L’injonction de choisir une superpuissance
Derrière l’odieuse accusation de Raphael Glucksmann – j’ai pris l’exemple de son tweet mais j’aurai pu prendre bien d’autres exemples, il ne s’agit pas d’attaquer ad hominem, simplement d’illustrer l’une des positions les mieux partagées à l’heure actuelle dans notre pays – se cache en réalité une véritable injonction, celle de choisir l’une des deux super puissances. Pour les tenants de cette position, la grille de lecture semble être très simple, trop simple voire carrément simpliste. Il y aurait d’un côté le camp des méchants, l’Axe du mal pour reprendre l’expression de Georges W. Bush, et de l’autre celui des chevaliers blancs. Dans une forme de manichéisme à la fois primaire et outrancier, les procureurs et moralistes autoproclamés nous expliquent que si l’on ose émettre le moindre doute sur la pertinence des actions de la coalition internationale ou des Etats-Unis, alors on est dans le camp de Vladimir Poutine et de Bachar Al Assad.

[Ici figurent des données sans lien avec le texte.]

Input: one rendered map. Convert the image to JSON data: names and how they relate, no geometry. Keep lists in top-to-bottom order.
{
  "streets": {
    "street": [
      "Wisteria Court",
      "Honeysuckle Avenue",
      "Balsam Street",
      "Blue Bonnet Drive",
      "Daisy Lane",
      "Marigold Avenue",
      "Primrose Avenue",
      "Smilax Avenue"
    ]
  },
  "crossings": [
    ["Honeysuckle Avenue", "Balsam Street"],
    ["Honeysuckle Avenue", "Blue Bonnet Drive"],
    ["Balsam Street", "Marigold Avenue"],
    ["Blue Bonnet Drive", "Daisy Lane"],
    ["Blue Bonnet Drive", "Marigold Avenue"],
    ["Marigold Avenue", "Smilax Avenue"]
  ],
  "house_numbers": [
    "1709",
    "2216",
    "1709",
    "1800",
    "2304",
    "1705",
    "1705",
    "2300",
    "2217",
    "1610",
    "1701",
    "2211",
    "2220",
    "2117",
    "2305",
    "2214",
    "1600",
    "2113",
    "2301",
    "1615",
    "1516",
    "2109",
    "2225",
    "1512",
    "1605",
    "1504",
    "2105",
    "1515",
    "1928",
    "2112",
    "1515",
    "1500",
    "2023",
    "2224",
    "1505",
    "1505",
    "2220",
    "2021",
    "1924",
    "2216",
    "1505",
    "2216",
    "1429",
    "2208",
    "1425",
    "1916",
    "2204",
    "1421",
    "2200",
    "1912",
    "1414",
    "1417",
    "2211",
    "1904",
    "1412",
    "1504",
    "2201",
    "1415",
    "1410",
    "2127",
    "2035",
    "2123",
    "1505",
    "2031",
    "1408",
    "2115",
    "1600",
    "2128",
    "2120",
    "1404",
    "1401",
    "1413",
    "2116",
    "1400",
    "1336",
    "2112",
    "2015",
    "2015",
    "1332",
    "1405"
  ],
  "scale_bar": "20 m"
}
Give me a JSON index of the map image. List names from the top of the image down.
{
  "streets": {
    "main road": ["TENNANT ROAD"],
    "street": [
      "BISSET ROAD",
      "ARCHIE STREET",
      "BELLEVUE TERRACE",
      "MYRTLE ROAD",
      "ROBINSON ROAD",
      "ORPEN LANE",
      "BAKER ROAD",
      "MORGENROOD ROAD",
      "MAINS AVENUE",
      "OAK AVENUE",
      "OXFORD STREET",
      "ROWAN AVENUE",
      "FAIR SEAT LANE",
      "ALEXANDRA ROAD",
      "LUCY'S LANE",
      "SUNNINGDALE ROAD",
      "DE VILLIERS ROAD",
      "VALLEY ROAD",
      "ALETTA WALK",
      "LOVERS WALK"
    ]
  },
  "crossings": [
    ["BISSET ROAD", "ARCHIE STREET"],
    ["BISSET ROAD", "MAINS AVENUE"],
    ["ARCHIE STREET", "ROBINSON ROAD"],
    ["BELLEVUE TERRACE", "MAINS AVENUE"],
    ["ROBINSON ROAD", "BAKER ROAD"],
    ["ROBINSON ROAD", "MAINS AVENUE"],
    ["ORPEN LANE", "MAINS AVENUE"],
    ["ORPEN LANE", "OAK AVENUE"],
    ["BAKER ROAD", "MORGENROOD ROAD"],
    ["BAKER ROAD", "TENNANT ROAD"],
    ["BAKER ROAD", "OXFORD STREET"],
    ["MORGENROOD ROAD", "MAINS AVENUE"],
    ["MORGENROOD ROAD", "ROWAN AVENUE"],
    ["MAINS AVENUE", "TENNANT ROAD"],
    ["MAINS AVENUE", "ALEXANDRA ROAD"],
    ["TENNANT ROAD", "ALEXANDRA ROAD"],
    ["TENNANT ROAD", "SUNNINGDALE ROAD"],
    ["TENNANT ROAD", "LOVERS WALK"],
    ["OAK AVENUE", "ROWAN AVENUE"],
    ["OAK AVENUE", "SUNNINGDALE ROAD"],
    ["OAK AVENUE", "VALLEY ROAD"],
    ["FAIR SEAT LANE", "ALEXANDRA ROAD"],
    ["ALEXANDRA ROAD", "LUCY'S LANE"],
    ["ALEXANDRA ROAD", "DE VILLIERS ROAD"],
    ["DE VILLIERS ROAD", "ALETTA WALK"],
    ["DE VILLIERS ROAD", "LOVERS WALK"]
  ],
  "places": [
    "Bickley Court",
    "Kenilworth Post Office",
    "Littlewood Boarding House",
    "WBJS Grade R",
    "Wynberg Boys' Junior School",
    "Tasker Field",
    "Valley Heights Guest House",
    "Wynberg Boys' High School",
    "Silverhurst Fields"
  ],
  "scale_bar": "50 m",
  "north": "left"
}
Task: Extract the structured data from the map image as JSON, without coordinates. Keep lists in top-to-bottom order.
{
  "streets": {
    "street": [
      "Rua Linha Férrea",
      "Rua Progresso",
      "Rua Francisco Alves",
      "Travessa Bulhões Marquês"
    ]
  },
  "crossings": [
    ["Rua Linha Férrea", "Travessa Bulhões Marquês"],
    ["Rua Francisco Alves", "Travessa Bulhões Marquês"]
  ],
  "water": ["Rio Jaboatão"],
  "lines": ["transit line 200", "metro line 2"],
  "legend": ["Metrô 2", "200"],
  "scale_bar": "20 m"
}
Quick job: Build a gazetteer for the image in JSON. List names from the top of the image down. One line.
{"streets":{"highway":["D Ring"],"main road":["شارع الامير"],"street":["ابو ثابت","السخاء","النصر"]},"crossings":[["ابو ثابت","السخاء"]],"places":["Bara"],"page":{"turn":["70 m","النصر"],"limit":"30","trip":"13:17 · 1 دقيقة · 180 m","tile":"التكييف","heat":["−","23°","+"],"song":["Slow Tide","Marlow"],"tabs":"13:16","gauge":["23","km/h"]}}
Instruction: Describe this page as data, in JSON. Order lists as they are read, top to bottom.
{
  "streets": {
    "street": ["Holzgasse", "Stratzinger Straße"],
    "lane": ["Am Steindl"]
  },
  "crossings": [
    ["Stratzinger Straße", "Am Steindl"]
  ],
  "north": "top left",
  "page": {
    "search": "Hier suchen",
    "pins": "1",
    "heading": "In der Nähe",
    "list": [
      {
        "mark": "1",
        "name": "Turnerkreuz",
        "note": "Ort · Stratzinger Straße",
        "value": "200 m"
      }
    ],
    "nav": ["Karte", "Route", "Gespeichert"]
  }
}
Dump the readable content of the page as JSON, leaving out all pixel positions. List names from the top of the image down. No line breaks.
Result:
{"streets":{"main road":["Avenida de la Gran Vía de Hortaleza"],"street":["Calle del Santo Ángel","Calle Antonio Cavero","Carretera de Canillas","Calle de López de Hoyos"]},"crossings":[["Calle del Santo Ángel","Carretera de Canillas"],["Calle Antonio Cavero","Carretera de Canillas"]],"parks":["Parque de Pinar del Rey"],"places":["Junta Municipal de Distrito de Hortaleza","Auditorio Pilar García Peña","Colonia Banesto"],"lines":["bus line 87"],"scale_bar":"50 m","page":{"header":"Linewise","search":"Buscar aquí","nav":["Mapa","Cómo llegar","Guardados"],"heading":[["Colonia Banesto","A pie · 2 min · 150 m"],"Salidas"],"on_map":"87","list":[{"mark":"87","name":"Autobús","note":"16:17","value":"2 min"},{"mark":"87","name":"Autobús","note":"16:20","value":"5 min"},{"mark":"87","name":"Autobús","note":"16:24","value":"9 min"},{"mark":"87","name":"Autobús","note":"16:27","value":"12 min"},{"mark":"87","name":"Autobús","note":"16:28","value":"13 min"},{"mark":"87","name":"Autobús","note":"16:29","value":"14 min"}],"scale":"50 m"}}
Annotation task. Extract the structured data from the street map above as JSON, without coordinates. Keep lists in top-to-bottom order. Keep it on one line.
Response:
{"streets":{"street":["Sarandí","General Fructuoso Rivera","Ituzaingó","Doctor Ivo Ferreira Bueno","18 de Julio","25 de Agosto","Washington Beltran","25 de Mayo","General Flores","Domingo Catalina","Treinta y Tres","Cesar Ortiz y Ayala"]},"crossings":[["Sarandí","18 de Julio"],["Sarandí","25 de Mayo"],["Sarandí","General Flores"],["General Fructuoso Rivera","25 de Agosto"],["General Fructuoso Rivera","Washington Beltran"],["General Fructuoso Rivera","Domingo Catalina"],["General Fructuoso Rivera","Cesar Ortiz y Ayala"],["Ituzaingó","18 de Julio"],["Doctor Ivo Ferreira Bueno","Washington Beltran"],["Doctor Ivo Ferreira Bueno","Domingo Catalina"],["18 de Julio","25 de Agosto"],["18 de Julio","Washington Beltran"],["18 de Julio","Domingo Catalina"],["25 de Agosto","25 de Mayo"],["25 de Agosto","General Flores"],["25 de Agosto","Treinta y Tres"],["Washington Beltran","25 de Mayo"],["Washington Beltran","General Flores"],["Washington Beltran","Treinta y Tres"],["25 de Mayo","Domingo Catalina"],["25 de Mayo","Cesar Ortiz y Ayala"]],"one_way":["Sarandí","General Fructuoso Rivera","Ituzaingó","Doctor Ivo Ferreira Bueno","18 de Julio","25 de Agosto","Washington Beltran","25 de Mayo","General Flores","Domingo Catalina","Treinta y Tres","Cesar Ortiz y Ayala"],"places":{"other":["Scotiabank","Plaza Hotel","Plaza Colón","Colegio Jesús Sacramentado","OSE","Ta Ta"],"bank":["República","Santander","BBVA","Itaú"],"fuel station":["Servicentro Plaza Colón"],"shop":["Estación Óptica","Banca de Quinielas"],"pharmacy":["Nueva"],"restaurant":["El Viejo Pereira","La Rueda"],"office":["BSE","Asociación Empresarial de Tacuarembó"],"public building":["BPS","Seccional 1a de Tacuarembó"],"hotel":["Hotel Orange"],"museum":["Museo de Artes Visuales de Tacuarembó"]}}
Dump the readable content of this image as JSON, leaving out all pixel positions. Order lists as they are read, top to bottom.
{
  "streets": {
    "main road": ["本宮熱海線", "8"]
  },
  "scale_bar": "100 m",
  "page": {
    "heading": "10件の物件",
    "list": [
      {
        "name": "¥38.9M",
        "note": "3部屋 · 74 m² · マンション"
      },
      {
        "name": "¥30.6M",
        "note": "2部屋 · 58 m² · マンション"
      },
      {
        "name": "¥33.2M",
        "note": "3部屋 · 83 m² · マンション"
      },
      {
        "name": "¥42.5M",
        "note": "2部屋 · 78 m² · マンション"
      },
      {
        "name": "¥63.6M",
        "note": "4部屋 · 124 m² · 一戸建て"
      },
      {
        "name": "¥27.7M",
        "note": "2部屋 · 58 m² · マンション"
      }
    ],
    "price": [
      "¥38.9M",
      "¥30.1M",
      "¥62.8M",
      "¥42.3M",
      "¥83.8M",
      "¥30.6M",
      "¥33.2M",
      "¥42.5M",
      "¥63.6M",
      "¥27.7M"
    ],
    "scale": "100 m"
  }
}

Il va sans dire que je trouve ces assertions à la fois ridicules et pathétiques. On peut critiquer le bombardement américain – et plus globalement la politique américaine dans la région, nous y reviendrons plus tard – sans pour autant cautionner les atrocités commises par le régime d’Al Assad et ses alliés russes et iraniens. Pour nos chevaliers blancs, tenir cette position c’est renforcer le camp du Mal et tant pis si leur nouveau héraut était considéré, par eux-mêmes, il y a quelques semaines à peine comme un dangereux mégalomane sexiste et raciste . On peut pleurer devant le massacre d’Alep tout en ne se contentant pas de dire que nous, Français, sommes blancs comme neige et que les Russes et les Iraniens sont des démons sur Terre. On peut critiquer le bombardement américain qui ne changera rien et réclamer des châtiments exemplaires pour ceux qui usent d’armes chimiques. En somme, je ne crois pas que pour combattre un impérialisme il faille justifier un autre impérialisme. Je refuse et refuserai toujours ce jeu de dupe qui nous plonge dans une mâchoire d’airain où l’on serait contraint de prendre part pour l’impérialisme russe ou pour l’impérialisme américain.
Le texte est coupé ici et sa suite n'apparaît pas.